According to a study done by PwC and CISAI, 72% of business execs believe AI will be the business advantage of the future. Currently 54% of business and IT executives in their Digital IQ survey say their companies are making large investments in AI.

What Does The C-Suite Want From AI?

artificial intelligence and the c-suite

What are organizational leaders hoping to get from their investments? Put simply, they want a boost in productivity, improved business strategy, and substantial growth. More specifically, they want to improve big data analytics, obliterate menial tasks, and match human intelligence to artificial intelligence in order to create impactful business strategies. And one more thing—they want to improve the life of workers.

The C-Suite Wants More Big Data

Execs are looking forward to the possibility of virtual personal assistants and automated data analysts. They see an opportunity for AI to analyze massive amounts of data quickly, in order to increase efficiencies in all areas of their business. As an example, a UK law firm partnered with a French start-up to use AI to analyze decades of historical data. Looking at this information, they were able to estimate the course, cost, length and outcome of litigation.

AI Waves Goodbye to Menial Tasks

78% of executives agree that AI will free employees from menial tasks like paperwork, scheduling, and time sheets. This will allow them to focus more on deep thinking and creating.

However, when it comes to the human resources department, they are less keen on AI. Even though 69% of business executives think AI could be equally or more fair, and less biased, when it comes to bonuses and promotions, only 46% would consider having AI involved in those type of decisions.
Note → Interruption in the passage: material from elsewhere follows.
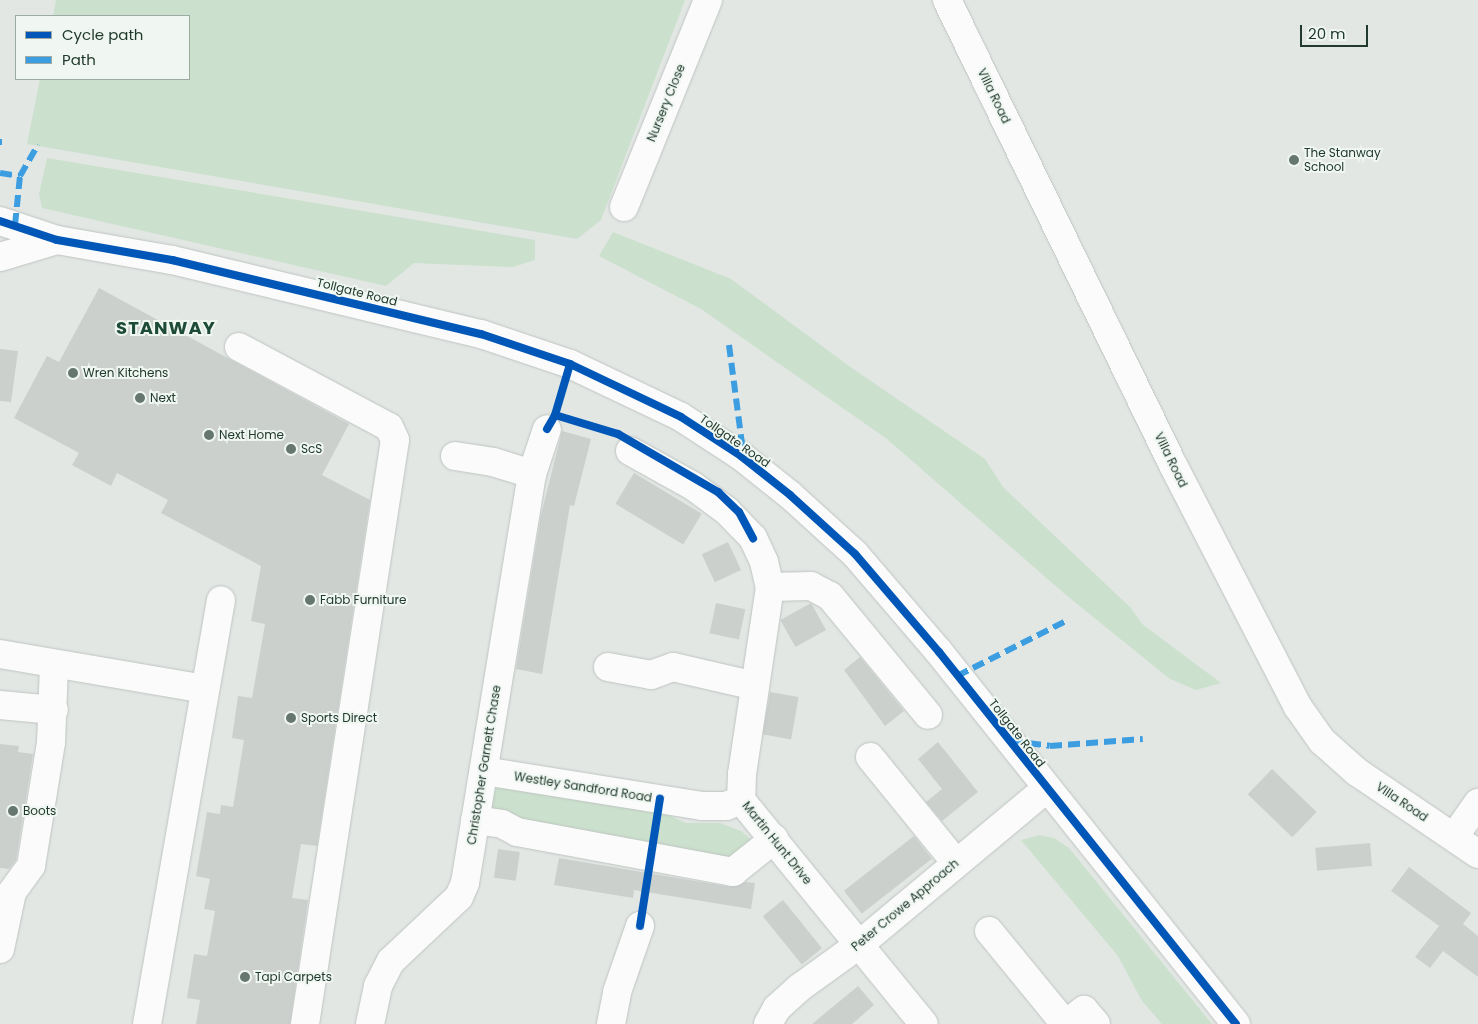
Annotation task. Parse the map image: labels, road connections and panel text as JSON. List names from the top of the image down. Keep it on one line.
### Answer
{"streets":{"street":["Villa Road","Nursery Close","Tollgate Road","Christopher Garnett Chase","Westley Sandford Road","Martin Hunt Drive","Peter Crowe Approach"]},"crossings":[["Tollgate Road","Peter Crowe Approach"],["Christopher Garnett Chase","Westley Sandford Road"],["Westley Sandford Road","Martin Hunt Drive"],["Martin Hunt Drive","Peter Crowe Approach"]],"districts":["STANWAY"],"places":["The Stanway School","Wren Kitchens","Next","Next Home","ScS","Fabb Furniture","Sports Direct","Boots","Tapi Carpets"],"legend":["Cycle path","Path"],"scale_bar":"20 m"}
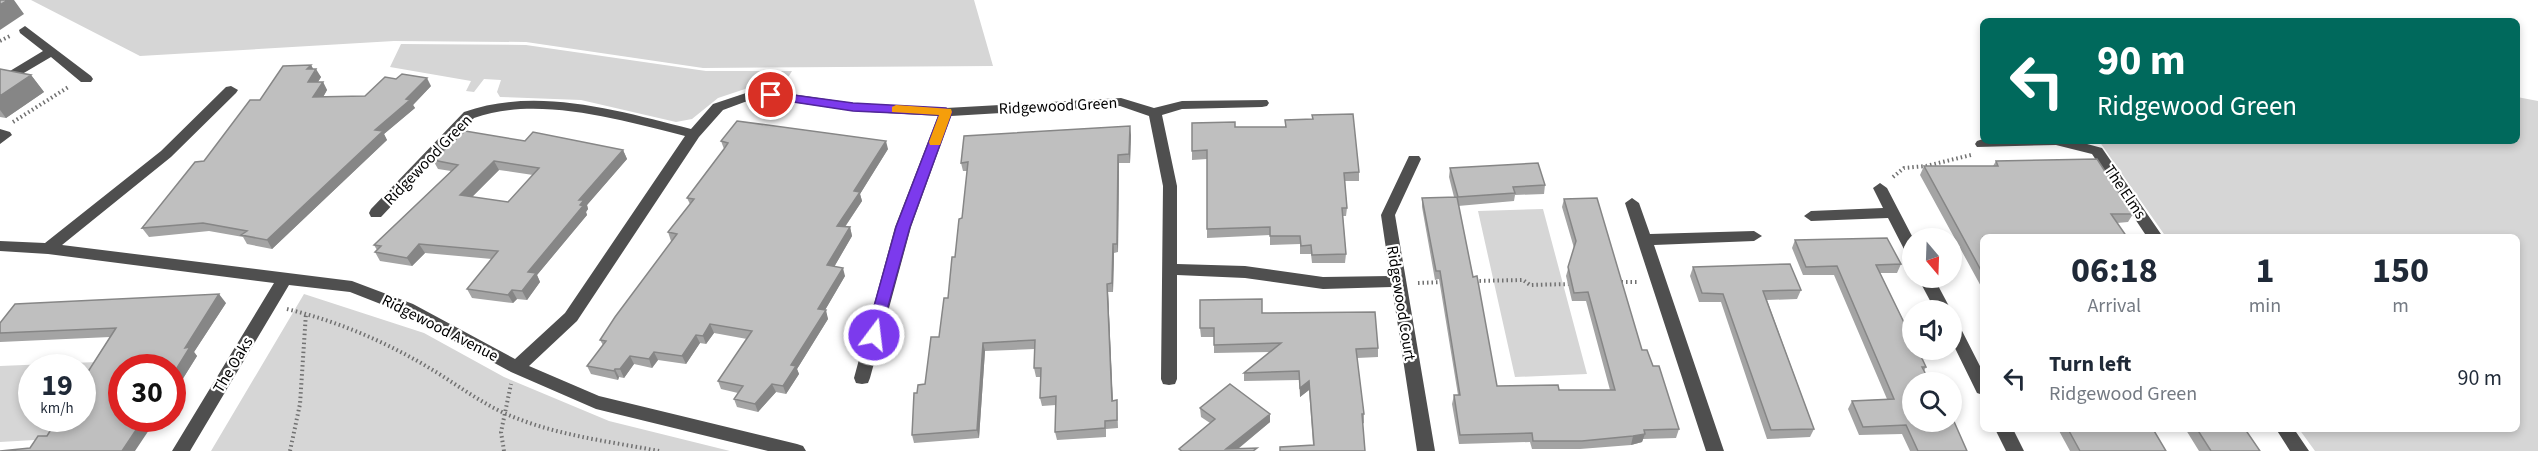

Human Intelligence + Artificial Intelligence

So in the case of HR, human intelligence and AI would be better for executives. AI would make the decision, but HR would want to follow up with a human for feedback after this decision was made. The C-Suite also hopes that the marriage of HR and AI will contribute to major strategic shifts in the organization by providing more information during decision-making. They believe the man-machine hybrid has the potential to be more powerful than either on its own. So this does not mean the elimination of employees—just the elimination of jobs as they transition into new roles overseeing and coordinating with intelligent machines.

Improving the Life of Employees

Executives are hopeful that the new roles created by the relationship between human and artificial intelligence will improve the life of employees by providing more flexibility and freedom to work from home, and a more balanced workload. 70% believe AI has the potential to allow humans to focus on more meaningful work and indulge more in leisure. They will be able to think deeper about complex situations, build better relationships with their teams, act with empathy and influence others to seek their vision—because AI will automate the rest.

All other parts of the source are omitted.